La philosophie erre au noir gouffre éternel ;
Atteindre à Dieu ! Comment ? Elle ignore les passes ;
Et souvent elle va, dans les sombres espaces
Jetant sa cargaison, faux et vrai, mal et bien,
Se heurter à l’écueil infranchissable Rien,
Roche obscure où, battu du doute aux flots sans nombre,
L’énorme Spinoza râle, échoué dans l’ombre.
► On a dit que la philosophie, c’est se poser les bonnes questions. Dans nos débats, nous en sommes depuis treize ans à 200 restitutions, soit 200 « bonnes » questions et plus de trois cents heures de débat. Au final, j’ai le sentiment que depuis 1999, grâce à l’étude et aux débats, cela m’a aidé à évoluer. Donc, la philosophie nous aide dans notre chemin personnel, même si on en est encore qu’au niveau « d’apprenti philosophe ». Quant à la science, dont on a dit qu’elle peut expliquer le « comment », alors que le philosophe lui cherche le « pourquoi », la pratique philosophique nous apprend non seulement à avoir un regard différencié, mais aussi à y regarder de près devant tous les « parce que ».
► La philosophie, cela ne sert à rien et c’est cela qui est bien ! Justement, j’ai eu la chance en
terminale de faire de la « philo » ; ce qui m’a beaucoup plu, c’est qu’il n’y avait pas d’objectif particulier.
On vit dans un monde tellement utilitaire, où tout doit servir à quelque chose ; on se pose sans cesse la question : « A quoi ça sert ? », « Comment on s’en
sert ? ». La philosophie n’est pas au service d’une cause, ce n’est pas comme la politique ou l’économie. Son intérêt, c’est que c’est complètement gratuit.

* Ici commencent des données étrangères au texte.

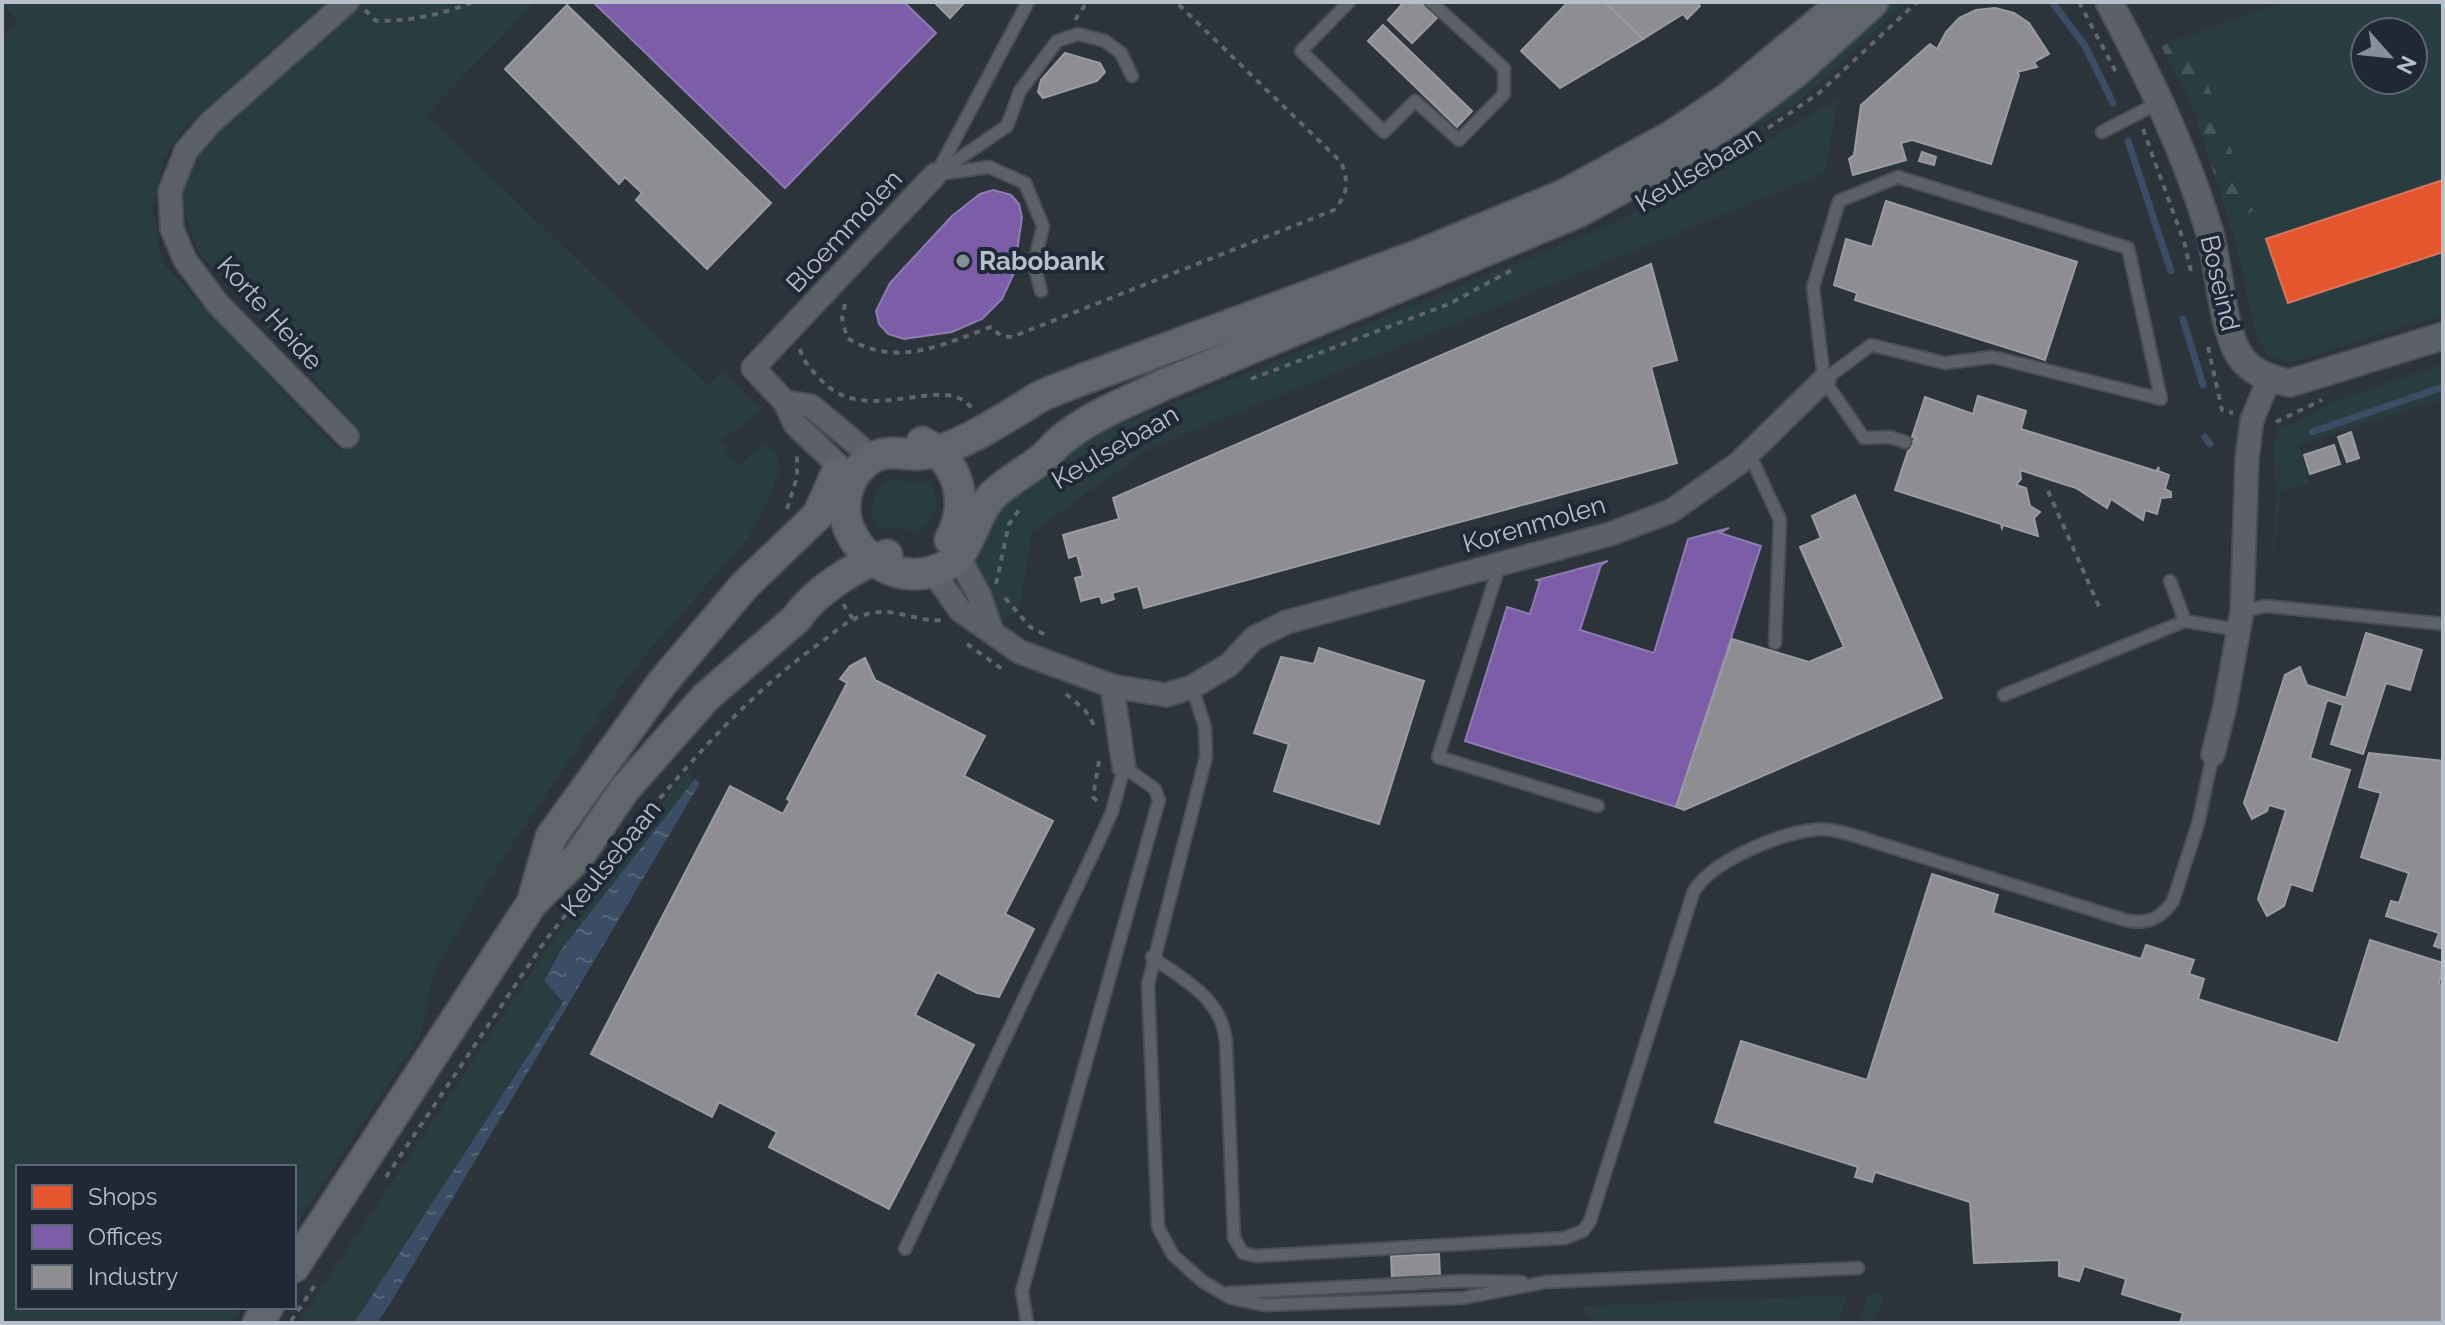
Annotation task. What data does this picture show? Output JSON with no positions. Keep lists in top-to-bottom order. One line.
{"streets":{"main road":["Keulsebaan"],"street":["Bloemmolen","Boseind","Korte Heide","Korenmolen"]},"crossings":[["Keulsebaan","Bloemmolen"],["Keulsebaan","Korenmolen"],["Bloemmolen","Korenmolen"]],"places":["Rabobank"],"legend":["Shops","Offices","Industry"],"north":"bottom right"}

Après, quand on la pratique un peu, ne serait-ce que pour se faire plaisir, on en tire quelque chose. En fait, la philosophie, c’est utile parce que c’est inutile !
► La philosophie est utile, non pas bien sûr dans le sens utilitariste, parce qu’elle peut être subversive, dangereuse, lorsqu’elle permet de penser par soi-même ; c’est pour cela qu’elle n’est pas, ou n’est plus, dans les programmes d’enseignement secondaire dans de nombreux pays.
► Dans une société qui utilise surtout la science pour son aspect rentable, je suis frappée par le nombre de
gens qui ont des activités totalement inutiles ; j’en vois tous les jours. Il y en a qui font de la musique, d’autres du scrabble, toutes sortes d’activités. Cela ne fait pas avancer la
société, bien sûr ; Cela ne sert qu’à une chose que je résume par le mot « plaisir ».
Quand on pense, quand on échange, quand on lit, quand on découvre d’autres types de pensée, cela procure du plaisir et, en même temps, de la liberté. La philosophie est libre ;
philosopher est un acte libre. On en revient à l’expression « rendre les gens heureux » et libres. Libres et capables de refuser et de lutter. Et être heureux, c’est utile,
n’est-ce pas !
►« Philosopher, c’est apprendre à mourir », disait Montaigne (en reprenant Platon). A cette expression prise au pied de la lettre, je dirais que je préfère qu’elle m’apprenne et qu’elle m’aide à vivre. Mais nous savons qu’il faut la prendre dans le sens de la philosophie d’Épicure, « ne pas craindre la mort », supporter le côté absurde de la vie, même quand il faut sans cesse remonter le rocher, tel Sisyphe.
extraits de restitution d'un débat du café-philo
avec lequel je garde un lien privilégié
en tant qu'un des artisans de sa création.